** Exercise objective **
Count each line below that has "Indicazioni" anywhere in it. Answer with the total alone.

(Stored data)
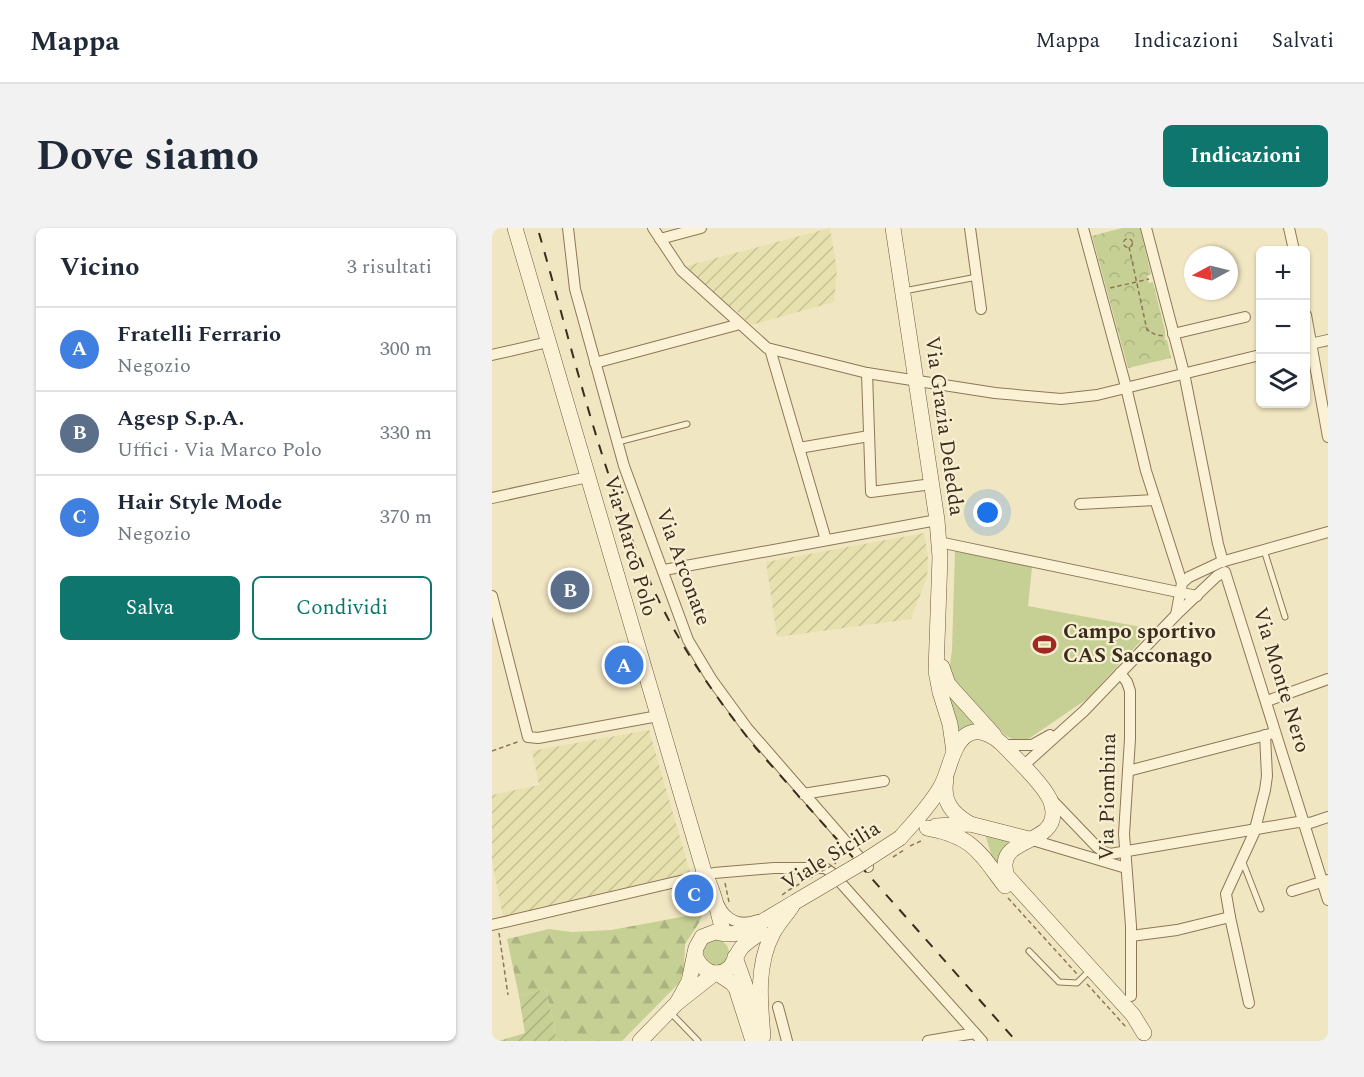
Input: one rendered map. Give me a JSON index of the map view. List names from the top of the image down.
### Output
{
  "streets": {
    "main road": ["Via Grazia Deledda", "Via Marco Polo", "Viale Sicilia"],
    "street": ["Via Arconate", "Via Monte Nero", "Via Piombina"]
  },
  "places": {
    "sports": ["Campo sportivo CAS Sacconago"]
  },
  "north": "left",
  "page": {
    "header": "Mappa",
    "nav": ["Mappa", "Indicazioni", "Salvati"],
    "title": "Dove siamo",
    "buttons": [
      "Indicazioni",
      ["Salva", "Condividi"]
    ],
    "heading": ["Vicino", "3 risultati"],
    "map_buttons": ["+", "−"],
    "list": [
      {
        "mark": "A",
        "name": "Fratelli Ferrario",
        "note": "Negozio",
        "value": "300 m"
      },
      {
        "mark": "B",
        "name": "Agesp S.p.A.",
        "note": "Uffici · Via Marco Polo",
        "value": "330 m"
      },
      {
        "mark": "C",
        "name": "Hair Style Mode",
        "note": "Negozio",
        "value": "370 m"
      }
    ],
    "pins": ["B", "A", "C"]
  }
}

** Task result **
2